[Opening Data to examine section]
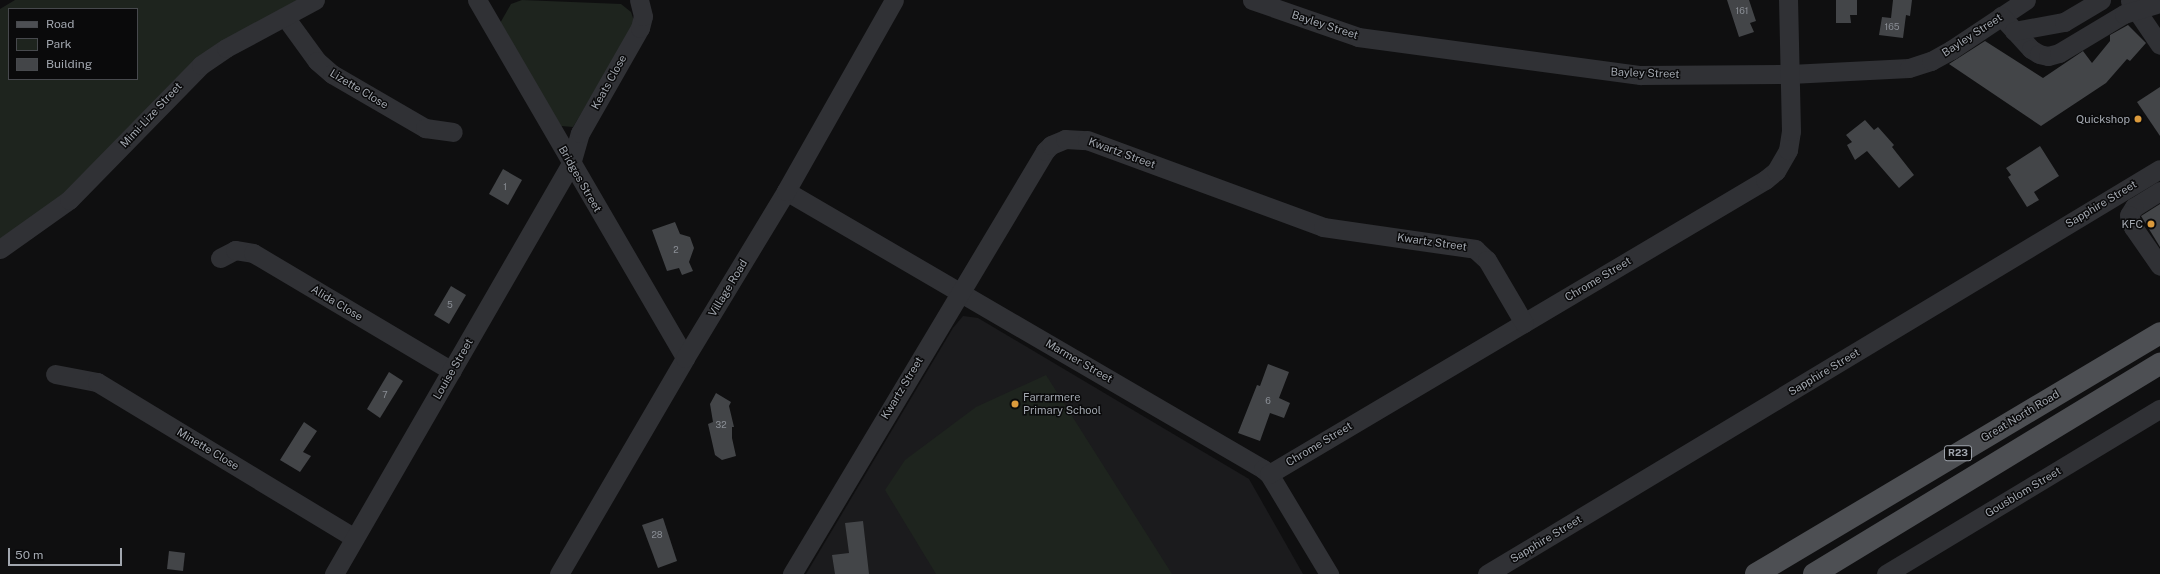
<!DOCTYPE html>
<html>
<head>
<meta charset="utf-8">
<style>
  body { margin:0 }
  #map { position:relative; width:2160px; height:574px; overflow:hidden; background:#0f0f10; font-family:"Public Sans",sans-serif }
  div>[style] { position:absolute }
  .built>* { inset:0; background:#1b1b1d }
  .green>* { inset:0; background:#1e241e }
  .building>* { inset:0; background:#434548 }
  .minor>* { height:19px; margin:-9.5px; padding:0 9.5px; transform-origin:9.5px; border-radius:9.5px; background:#303135 }
  .major>* { height:22px; margin:-11px; padding:0 11px; transform-origin:11px; border-radius:11px; background:#4d4f53 }
  .dots>* { width:11px; height:11px; translate:-50% -50%; box-sizing:border-box; border:2px solid #0a0a0b; border-radius:50% }
  span { translate:-50% -50%; white-space:nowrap; text-align:center; line-height:1.15; -webkit-text-stroke:3px #0a0a0b; paint-order:stroke }
  .number-label { font-size:9px; color:#8a8e95 }
  .number-label span { -webkit-text-stroke-width:0 }
  .shield-label span { padding:1px 3px; background:#0a0a0b; border:1px solid; border-radius:3px; -webkit-text-stroke-width:0 }
  .shield-label { font-size:10px; color:#a2a7af; font-weight:700 }
  .street-label { font-size:11px; color:#a2a7af }
  .poi-label { font-size:11px; color:#a2a7af }
  .right { translate:-100% -50%; text-align:right }
  .left { translate:0 -50%; text-align:left }
  .legend { position:absolute; left:8px; top:8px; width:130px; height:72px; box-sizing:border-box; background:#0a0a0b; border:1px solid #47494d; margin:0; padding:5px 7px; list-style:none; font-size:12px; color:#a2a7af }
  .legend li { display:flex; align-items:center; gap:8px; height:20px }
  .legend b { width:20px; border:1px solid #47494d }
  .scale { position:absolute; left:8px; top:548px; width:114px; height:18px; box-sizing:border-box; border:2px solid #a2a7af; border-top:0; padding-left:5px; font-size:12px; line-height:14px; white-space:nowrap; color:#a2a7af; -webkit-text-stroke:3px #0a0a0b; paint-order:stroke }
</style>
</head>
<body>
<div id="map">
  <div class="built">
    <i style="clip-path:polygon(963px 316px,978px 318px,1249px 479px,1303px 574px,806px 574px,953px 328px)"></i>
  </div>
  <div class="green">
    <i style="clip-path:polygon(evenodd,15px 0,312px 0,198px 62px,93px 171px,0 246px,0 9px,15px 0,9px 9px,137px 9px,137px 79px,9px 79px,9px 9px)"></i>
    <i style="clip-path:polygon(522px 0,621px 4px,631px 12px,635px 24px,573px 127px,561px 126px,499px 25px,511px 4px)"></i>
    <i style="clip-path:polygon(1046px 375px,1172px 574px,936px 574px,885px 490px,905px 460px,976px 407px)"></i>
  </div>
  <div class="building">
    <i style="clip-path:polygon(1727px 0,1749px 0,1756px 21px,1750px 23px,1754px 32px,1739px 37px)"></i>
    <i style="clip-path:polygon(1836px 0,1857px 0,1857px 15px,1850px 15px,1851px 23px,1836px 23px)"></i>
    <i style="clip-path:polygon(1893px 0,1912px 0,1910px 16px,1906px 15px,1903px 38px,1879px 35px,1882px 17px,1891px 18px)"></i>
    <i style="clip-path:polygon(2128px 25px,2146px 43px,2130px 61px,2127px 59px,2106px 83px,2041px 126px,1949px 64px,1985px 41px,2043px 78px,2083px 51px,2092px 63px,2110px 41px,2110px 35px)"></i>
    <i style="clip-path:polygon(2160px 87px,2160px 136px,2137px 102px)"></i>
    <i style="clip-path:polygon(1865px 120px,1874px 130px,1878px 127px,1894px 145px,1892px 147px,1914px 175px,1899px 188px,1867px 151px,1855px 160px,1847px 145px,1852px 142px,1846px 135px)"></i>
    <i style="clip-path:polygon(2040px 146px,2059px 176px,2034px 192px,2039px 200px,2027px 207px,2008px 177px,2011px 175px,2006px 168px)"></i>
    <i style="clip-path:polygon(503px 169px,522px 180px,508px 205px,489px 194px)"></i>
    <i style="clip-path:polygon(2160px 204px,2160px 247px,2141px 216px)"></i>
    <i style="clip-path:polygon(675px 222px,680px 234px,690px 237px,694px 248px,689px 262px,693px 271px,682px 275px,679px 268px,667px 271px,652px 230px)"></i>
    <i style="clip-path:polygon(451px 286px,466px 295px,449px 324px,434px 315px)"></i>
    <i style="clip-path:polygon(1268px 364px,1289px 372px,1279px 398px,1290px 403px,1284px 418px,1270px 413px,1260px 441px,1238px 433px,1257px 385px,1260px 386px)"></i>
    <i style="clip-path:polygon(389px 372px,403px 381px,380px 418px,367px 409px)"></i>
    <i style="clip-path:polygon(716px 393px,731px 402px,729px 406px,734px 427px,732px 427px,732px 438px,736px 456px,722px 460px,715px 455px,708px 424px,713px 422px,710px 404px)"></i>
    <i style="clip-path:polygon(304px 422px,317px 431px,303px 452px,311px 456px,300px 472px,280px 460px)"></i>
    <i style="clip-path:polygon(663px 518px,677px 561px,658px 568px,642px 525px)"></i>
    <i style="clip-path:polygon(863px 521px,869px 574px,835px 574px,832px 555px,849px 553px,845px 523px)"></i>
    <i style="clip-path:polygon(169px 551px,185px 553px,183px 571px,167px 569px)"></i>
  </div>
  <div class="minor">
    <i style="left:477px;top:0;width:414px;rotate:59.8deg"></i>
    <i style="left:1252px;top:0;width:112px;rotate:19.2deg"></i>
    <i style="left:1358px;top:37px;width:285px;rotate:7.7deg"></i>
    <i style="left:1640px;top:75px;width:150px;rotate:-0.4deg"></i>
    <i style="left:1790px;top:74px;width:119px;rotate:-2.9deg"></i>
    <i style="left:1909px;top:68px;width:23px;rotate:-18deg"></i>
    <i style="left:1931px;top:61px;width:23px;rotate:-29deg"></i>
    <i style="left:1951px;top:50px;width:90px;rotate:-33.7deg"></i>
    <i style="left:2130px;top:1px;width:53px;rotate:55.7deg"></i>
    <i style="left:2001px;top:16px;width:45px;rotate:47.7deg"></i>
    <i style="left:2031px;top:49px;width:9px;rotate:32deg"></i>
    <i style="left:2039px;top:54px;width:9px;rotate:13deg"></i>
    <i style="left:2048px;top:56px;width:11px;rotate:-15deg"></i>
    <i style="left:2059px;top:53px;width:76px;rotate:-31deg"></i>
    <i style="left:2124px;top:14px;width:38px;rotate:-17deg"></i>
    <i style="left:285px;top:17px;width:54px;rotate:54deg"></i>
    <i style="left:317px;top:61px;width:20px;rotate:41deg"></i>
    <i style="left:332px;top:74px;width:108px;rotate:30.1deg"></i>
    <i style="left:425px;top:128px;width:28px;rotate:8deg"></i>
    <i style="left:2014px;top:31px;width:51px;rotate:-10.2deg"></i>
    <i style="left:2064px;top:22px;width:43px;rotate:-30.7deg"></i>
    <i style="left:786px;top:191px;width:552px;rotate:30.23deg"></i>
    <i style="left:1263px;top:469px;width:8px;rotate:40deg"></i>
    <i style="left:1269px;top:474px;width:117px;rotate:59deg"></i>
    <i style="left:2160px;top:191px;width:31px;rotate:148deg"></i>
    <i style="left:2134px;top:207px;width:9px;rotate:122deg"></i>
    <i style="left:2129px;top:215px;width:13px;rotate:72deg"></i>
    <i style="left:2133px;top:227px;width:47px;rotate:55.3deg"></i>
    <i style="left:0;top:249px;width:85px;rotate:-35.4deg"></i>
    <i style="left:69px;top:200px;width:189px;rotate:-45.6deg"></i>
    <i style="left:201px;top:65px;width:30px;rotate:-34deg"></i>
    <i style="left:226px;top:48px;width:101px;rotate:-28.3deg"></i>
    <i style="left:220px;top:258px;width:17px;rotate:-28deg"></i>
    <i style="left:235px;top:250px;width:18px;rotate:9deg"></i>
    <i style="left:253px;top:253px;width:231px;rotate:30.7deg"></i>
    <i style="left:55px;top:374px;width:43px;rotate:10.8deg"></i>
    <i style="left:97px;top:382px;width:301px;rotate:31.2deg"></i>
    <i style="left:1269px;top:474px;width:577px;rotate:-30.66deg"></i>
    <i style="left:1765px;top:180px;width:14px;rotate:-39deg"></i>
    <i style="left:1776px;top:171px;width:24px;rotate:-60deg"></i>
    <i style="left:1788px;top:150px;width:19px;rotate:-81deg"></i>
    <i style="left:1791px;top:131px;width:131px;rotate:-91.3deg"></i>
    <i style="left:334px;top:574px;width:474px;rotate:-60deg"></i>
    <i style="left:571px;top:164px;width:32px;rotate:-74deg"></i>
    <i style="left:580px;top:133px;width:121px;rotate:-60.3deg"></i>
    <i style="left:640px;top:28px;width:12px;rotate:-76deg"></i>
    <i style="left:643px;top:16px;width:16px;rotate:-104deg"></i>
    <i style="left:559px;top:574px;width:250px;rotate:-59.7deg"></i>
    <i style="left:685px;top:358px;width:195px;rotate:-58.8deg"></i>
    <i style="left:786px;top:191px;width:219px;rotate:-60.5deg"></i>
    <i style="left:792px;top:574px;width:493px;rotate:-59.1deg"></i>
    <i style="left:1045px;top:151px;width:8px;rotate:-45deg"></i>
    <i style="left:1051px;top:145px;width:15px;rotate:-23deg"></i>
    <i style="left:1065px;top:139px;width:22px;rotate:3deg"></i>
    <i style="left:1087px;top:140px;width:252px;rotate:20.2deg"></i>
    <i style="left:1323px;top:227px;width:154px;rotate:8.2deg"></i>
    <i style="left:1475px;top:249px;width:16px;rotate:43deg"></i>
    <i style="left:1487px;top:260px;width:73px;rotate:59.6deg"></i>
    <i style="left:1487px;top:574px;width:785px;rotate:-31.04deg"></i>
    <i style="left:1886px;top:574px;width:320px;rotate:-31.1deg"></i>
  </div>
  <div class="major">
    <i style="left:1756px;top:574px;width:470px;rotate:-30.8deg"></i>
    <i style="left:1814px;top:574px;width:405px;rotate:-31.3deg"></i>
  </div>
  <div class="dots">
    <i style="left:2138px;top:119px;background:#db9a3c"></i>
    <i style="left:2151px;top:224px;background:#db9a3c"></i>
    <i style="left:1015px;top:404px;background:#db9a3c"></i>
  </div>
  <div class="number-label">
    <span style="left:1742px;top:11px">161</span>
    <span style="left:1892px;top:27px">165</span>
    <span style="left:505px;top:187px">1</span>
    <span style="left:676px;top:250px">2</span>
    <span style="left:450px;top:305px">5</span>
    <span style="left:385px;top:395px">7</span>
    <span style="left:1268px;top:401px">6</span>
    <span style="left:721px;top:425px">32</span>
    <span style="left:657px;top:535px">28</span>
  </div>
  <div class="shield-label">
    <span style="left:1958px;top:453px">R23</span>
  </div>
  <div class="street-label">
    <span style="left:1325px;top:25px;rotate:18deg">Bayley Street</span>
    <span style="left:1972px;top:35px;rotate:-33deg">Bayley Street</span>
    <span style="left:1645px;top:73px;rotate:2deg">Bayley Street</span>
    <span style="left:609px;top:82px;rotate:-61deg">Keats Close</span>
    <span style="left:359px;top:89px;rotate:31deg">Lizette Close</span>
    <span style="left:151px;top:115px;rotate:-47deg">Mimi-Lize Street</span>
    <span style="left:1122px;top:153px;rotate:20deg">Kwartz Street</span>
    <span style="left:580px;top:179px;rotate:60deg">Bridges Street</span>
    <span style="left:2101px;top:204px;rotate:-31deg">Sapphire Street</span>
    <span style="left:1432px;top:242px;rotate:8deg">Kwartz Street</span>
    <span style="left:1598px;top:279px;rotate:-31deg">Chrome Street</span>
    <span style="left:728px;top:288px;rotate:-59deg">Village Road</span>
    <span style="left:337px;top:303px;rotate:31deg">Alida Close</span>
    <span style="left:1079px;top:361px;rotate:30deg">Marmer Street</span>
    <span style="left:453px;top:369px;rotate:-60deg">Louise Street</span>
    <span style="left:1824px;top:372px;rotate:-31deg">Sapphire Street</span>
    <span style="left:902px;top:388px;rotate:-59deg">Kwartz Street</span>
    <span style="left:2020px;top:416px;rotate:-31deg">Great North Road</span>
    <span style="left:1319px;top:444px;rotate:-31deg">Chrome Street</span>
    <span style="left:208px;top:449px;rotate:31deg">Minette Close</span>
    <span style="left:2023px;top:492px;rotate:-31deg">Gousblom Street</span>
    <span style="left:1546px;top:539px;rotate:-31deg">Sapphire Street</span>
  </div>
  <div class="poi-label">
    <span class="right" style="left:2130px;top:119px">Quickshop</span>
    <span class="right" style="left:2143px;top:224px">KFC</span>
    <span class="left" style="left:1023px;top:404px">Farrarmere<br>Primary School</span>
  </div>
  <ul class="legend">
  <li><b style="height:5px;background:#4d4f53"></b>Road</li>
  <li><b style="height:11px;background:#1e241e"></b>Park</li>
  <li><b style="height:11px;background:#434548"></b>Building</li>
  </ul>
  <div class="scale">50 m</div>
</div>
</body>
</html>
[Closing Data to examine section]
Work task:
Look through the material above. Copy each line where the word "shield" appears.

Result for this exercise:
  .shield-label span { padding:1px 3px; background:#0a0a0b; border:1px solid; border-radius:3px; -webkit-text-stroke-width:0 }
  .shield-label { font-size:10px; color:#a2a7af; font-weight:700 }
  <div class="shield-label">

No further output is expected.